[Stored data]
*-*-*

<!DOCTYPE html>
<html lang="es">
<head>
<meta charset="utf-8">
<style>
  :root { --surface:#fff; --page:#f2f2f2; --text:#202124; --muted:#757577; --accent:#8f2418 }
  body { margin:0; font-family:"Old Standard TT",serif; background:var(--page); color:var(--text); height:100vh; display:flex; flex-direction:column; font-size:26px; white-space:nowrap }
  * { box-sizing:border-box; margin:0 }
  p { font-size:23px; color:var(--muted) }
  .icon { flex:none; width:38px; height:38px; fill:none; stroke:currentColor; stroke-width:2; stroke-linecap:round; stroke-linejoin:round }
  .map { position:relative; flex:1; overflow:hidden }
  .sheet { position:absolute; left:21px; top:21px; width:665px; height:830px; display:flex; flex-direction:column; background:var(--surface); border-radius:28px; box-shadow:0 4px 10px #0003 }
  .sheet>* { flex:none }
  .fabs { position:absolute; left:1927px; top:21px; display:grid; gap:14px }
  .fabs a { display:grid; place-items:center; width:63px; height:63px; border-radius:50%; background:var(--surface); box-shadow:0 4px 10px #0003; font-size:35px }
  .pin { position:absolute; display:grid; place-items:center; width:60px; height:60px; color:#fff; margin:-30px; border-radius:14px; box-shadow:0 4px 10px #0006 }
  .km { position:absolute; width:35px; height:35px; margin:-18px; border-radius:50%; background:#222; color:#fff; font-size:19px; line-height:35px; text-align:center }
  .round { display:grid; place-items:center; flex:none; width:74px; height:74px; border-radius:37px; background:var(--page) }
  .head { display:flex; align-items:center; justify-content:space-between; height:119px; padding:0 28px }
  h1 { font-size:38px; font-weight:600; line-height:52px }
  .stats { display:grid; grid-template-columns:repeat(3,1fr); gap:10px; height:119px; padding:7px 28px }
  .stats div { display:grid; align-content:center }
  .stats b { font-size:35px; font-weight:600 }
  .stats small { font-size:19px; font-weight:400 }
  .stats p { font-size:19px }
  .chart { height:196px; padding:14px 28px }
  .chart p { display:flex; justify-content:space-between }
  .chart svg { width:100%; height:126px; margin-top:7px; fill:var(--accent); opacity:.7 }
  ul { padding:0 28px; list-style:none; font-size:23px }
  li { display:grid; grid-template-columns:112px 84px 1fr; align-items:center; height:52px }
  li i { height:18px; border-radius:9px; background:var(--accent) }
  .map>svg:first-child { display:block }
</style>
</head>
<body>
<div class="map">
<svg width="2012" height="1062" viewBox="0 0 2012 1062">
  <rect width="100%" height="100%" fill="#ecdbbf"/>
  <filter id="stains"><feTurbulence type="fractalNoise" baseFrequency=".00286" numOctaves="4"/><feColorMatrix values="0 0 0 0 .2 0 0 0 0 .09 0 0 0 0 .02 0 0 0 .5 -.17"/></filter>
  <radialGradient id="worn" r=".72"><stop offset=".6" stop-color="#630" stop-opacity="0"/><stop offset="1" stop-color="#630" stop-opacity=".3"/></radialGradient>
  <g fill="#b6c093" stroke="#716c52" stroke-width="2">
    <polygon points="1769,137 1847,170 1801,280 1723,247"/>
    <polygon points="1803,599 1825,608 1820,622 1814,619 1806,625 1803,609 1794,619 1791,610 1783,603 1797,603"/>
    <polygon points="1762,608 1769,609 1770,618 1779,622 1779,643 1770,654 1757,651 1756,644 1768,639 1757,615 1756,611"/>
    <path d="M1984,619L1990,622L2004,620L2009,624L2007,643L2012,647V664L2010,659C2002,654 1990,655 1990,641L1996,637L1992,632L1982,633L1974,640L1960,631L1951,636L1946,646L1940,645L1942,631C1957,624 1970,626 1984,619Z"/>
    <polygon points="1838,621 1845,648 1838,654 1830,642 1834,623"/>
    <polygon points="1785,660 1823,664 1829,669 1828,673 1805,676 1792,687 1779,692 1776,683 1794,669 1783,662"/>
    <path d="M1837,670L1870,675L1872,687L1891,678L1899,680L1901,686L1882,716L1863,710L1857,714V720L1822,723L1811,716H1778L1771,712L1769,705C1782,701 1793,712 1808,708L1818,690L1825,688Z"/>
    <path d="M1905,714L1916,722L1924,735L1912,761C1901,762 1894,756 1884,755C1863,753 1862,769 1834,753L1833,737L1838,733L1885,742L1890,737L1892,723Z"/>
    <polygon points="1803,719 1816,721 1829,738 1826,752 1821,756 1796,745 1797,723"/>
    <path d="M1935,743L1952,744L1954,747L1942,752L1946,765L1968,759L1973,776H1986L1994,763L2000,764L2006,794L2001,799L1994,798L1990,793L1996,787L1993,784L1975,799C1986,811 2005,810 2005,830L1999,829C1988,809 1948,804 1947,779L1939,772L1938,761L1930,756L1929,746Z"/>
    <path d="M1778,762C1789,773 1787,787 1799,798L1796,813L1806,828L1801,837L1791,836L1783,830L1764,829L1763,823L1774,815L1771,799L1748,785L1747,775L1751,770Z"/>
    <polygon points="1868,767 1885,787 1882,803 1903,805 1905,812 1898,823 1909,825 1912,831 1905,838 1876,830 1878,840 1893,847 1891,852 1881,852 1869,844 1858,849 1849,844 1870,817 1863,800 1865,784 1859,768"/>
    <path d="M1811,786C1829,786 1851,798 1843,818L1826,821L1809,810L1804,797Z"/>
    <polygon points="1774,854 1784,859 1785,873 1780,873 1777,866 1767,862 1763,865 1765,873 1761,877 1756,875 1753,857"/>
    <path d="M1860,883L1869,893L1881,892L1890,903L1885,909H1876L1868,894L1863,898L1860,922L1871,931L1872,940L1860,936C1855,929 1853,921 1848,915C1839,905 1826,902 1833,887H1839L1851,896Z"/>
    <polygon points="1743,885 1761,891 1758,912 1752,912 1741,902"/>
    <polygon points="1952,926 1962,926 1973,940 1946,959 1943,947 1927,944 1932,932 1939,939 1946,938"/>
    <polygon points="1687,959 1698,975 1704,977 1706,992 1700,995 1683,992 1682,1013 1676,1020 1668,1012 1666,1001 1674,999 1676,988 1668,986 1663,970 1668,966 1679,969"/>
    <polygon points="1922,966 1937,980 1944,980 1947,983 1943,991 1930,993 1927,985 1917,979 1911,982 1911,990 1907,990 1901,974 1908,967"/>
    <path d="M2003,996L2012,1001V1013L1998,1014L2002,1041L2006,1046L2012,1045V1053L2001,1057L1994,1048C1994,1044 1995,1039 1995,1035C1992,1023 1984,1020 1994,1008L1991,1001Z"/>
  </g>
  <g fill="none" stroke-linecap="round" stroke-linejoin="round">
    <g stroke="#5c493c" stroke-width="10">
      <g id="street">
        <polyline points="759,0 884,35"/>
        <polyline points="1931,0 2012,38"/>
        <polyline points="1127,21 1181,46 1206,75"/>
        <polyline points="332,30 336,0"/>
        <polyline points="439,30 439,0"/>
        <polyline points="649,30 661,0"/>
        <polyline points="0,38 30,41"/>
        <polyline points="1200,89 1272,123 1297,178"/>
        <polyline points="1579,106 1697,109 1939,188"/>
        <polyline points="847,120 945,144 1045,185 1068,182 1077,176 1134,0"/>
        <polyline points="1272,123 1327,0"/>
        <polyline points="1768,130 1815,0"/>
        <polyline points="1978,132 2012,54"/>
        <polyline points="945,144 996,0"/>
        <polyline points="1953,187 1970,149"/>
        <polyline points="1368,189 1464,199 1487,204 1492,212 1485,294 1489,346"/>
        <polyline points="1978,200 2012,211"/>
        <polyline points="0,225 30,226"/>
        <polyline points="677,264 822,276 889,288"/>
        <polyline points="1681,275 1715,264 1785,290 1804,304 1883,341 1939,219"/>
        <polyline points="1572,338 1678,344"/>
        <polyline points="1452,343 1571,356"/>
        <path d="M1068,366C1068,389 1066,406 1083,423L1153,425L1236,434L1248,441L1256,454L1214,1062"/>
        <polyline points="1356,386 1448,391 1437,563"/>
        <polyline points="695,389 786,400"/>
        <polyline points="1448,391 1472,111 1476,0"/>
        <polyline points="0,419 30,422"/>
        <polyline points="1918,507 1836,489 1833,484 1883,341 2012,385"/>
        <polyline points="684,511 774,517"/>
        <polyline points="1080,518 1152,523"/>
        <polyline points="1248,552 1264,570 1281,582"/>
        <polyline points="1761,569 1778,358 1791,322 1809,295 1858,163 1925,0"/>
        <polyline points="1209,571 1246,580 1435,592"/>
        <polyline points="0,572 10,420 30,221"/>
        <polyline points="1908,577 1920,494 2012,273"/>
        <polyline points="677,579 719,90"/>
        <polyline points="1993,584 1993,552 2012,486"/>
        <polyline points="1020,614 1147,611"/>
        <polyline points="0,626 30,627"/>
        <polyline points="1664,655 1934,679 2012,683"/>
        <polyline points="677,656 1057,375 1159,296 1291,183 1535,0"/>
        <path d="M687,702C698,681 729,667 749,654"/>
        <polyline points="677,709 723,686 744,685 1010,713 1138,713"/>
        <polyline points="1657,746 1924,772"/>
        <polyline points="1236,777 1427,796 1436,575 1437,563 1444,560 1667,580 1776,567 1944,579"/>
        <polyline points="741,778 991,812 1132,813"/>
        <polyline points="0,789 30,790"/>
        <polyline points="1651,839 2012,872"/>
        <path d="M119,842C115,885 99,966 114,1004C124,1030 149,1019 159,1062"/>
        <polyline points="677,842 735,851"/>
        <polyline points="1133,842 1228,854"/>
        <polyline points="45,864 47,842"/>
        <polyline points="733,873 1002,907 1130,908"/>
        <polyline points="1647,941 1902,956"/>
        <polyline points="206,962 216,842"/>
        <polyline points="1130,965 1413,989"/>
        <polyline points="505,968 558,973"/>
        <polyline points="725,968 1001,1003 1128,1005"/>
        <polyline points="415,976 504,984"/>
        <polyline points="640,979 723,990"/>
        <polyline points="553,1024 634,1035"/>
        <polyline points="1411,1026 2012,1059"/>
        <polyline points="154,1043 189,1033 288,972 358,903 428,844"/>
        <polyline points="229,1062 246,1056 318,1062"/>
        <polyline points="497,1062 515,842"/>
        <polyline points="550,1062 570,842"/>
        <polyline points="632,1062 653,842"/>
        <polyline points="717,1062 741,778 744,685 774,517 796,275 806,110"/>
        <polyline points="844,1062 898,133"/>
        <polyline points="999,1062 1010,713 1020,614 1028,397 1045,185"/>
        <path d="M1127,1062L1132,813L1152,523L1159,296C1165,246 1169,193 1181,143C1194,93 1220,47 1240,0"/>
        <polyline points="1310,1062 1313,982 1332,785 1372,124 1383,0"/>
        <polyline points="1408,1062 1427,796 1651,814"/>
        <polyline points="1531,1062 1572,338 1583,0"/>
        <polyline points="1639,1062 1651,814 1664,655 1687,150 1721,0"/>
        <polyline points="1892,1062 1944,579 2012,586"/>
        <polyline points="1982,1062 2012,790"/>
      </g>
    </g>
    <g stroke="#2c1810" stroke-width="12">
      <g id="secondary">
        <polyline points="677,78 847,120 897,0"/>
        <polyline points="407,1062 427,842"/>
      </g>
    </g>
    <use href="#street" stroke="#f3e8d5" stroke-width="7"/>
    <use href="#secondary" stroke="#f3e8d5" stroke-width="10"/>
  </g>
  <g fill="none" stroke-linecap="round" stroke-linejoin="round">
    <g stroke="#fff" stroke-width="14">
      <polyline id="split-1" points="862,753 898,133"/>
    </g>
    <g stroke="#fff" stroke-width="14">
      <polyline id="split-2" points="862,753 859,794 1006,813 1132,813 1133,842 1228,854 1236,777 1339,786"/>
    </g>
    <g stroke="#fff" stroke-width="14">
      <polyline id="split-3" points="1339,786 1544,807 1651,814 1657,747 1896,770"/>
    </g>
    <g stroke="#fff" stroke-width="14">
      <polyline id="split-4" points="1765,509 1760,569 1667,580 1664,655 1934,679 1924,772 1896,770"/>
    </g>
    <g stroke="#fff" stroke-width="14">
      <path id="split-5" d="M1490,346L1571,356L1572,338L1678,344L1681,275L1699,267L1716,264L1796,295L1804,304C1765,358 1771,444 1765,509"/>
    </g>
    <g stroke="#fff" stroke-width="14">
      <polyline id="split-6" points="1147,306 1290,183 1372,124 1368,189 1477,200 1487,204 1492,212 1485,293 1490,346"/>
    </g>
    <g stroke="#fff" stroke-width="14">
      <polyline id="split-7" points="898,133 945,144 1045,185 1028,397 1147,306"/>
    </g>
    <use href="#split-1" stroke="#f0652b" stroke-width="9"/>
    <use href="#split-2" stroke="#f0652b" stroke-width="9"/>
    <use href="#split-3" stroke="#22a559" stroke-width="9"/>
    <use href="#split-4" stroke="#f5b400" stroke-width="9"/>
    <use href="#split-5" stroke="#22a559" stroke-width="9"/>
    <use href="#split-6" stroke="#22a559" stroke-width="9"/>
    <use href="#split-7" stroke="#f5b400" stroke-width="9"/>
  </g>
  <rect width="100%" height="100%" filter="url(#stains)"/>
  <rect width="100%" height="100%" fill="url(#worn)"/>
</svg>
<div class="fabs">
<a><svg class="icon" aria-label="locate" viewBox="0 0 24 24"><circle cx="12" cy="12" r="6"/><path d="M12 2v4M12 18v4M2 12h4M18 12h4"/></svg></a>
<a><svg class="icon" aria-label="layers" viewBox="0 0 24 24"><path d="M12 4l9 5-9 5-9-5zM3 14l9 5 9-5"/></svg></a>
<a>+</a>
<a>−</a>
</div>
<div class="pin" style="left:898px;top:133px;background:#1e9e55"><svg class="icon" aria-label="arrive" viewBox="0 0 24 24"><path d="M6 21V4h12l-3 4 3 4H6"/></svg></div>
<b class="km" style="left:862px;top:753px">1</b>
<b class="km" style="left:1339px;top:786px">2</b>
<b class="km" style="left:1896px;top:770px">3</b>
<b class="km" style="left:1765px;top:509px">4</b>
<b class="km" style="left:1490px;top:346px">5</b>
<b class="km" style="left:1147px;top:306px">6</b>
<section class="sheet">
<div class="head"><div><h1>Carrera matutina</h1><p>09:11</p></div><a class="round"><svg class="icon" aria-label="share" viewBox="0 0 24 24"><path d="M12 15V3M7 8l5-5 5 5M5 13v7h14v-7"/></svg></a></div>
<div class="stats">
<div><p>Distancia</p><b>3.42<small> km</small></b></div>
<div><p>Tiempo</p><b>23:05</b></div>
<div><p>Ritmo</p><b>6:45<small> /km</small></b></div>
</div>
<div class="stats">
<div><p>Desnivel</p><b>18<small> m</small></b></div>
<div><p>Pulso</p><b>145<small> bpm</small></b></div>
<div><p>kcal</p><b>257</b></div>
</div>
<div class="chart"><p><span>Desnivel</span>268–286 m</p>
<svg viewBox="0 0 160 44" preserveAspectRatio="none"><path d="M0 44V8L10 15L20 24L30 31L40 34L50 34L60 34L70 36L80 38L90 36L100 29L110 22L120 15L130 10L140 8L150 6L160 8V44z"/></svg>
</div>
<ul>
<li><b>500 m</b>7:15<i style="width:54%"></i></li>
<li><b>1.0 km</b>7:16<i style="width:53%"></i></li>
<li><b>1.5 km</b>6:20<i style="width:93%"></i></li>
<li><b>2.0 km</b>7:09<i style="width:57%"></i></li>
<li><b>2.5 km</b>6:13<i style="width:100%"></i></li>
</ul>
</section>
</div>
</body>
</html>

*-*-*

● **What to produce**: Copy out all lines above holding "fabs".

● **Response to the task**:
  .fabs { position:absolute; left:1927px; top:21px; display:grid; gap:14px }
  .fabs a { display:grid; place-items:center; width:63px; height:63px; border-radius:50%; background:var(--surface); box-shadow:0 4px 10px #0003; font-size:35px }
<div class="fabs">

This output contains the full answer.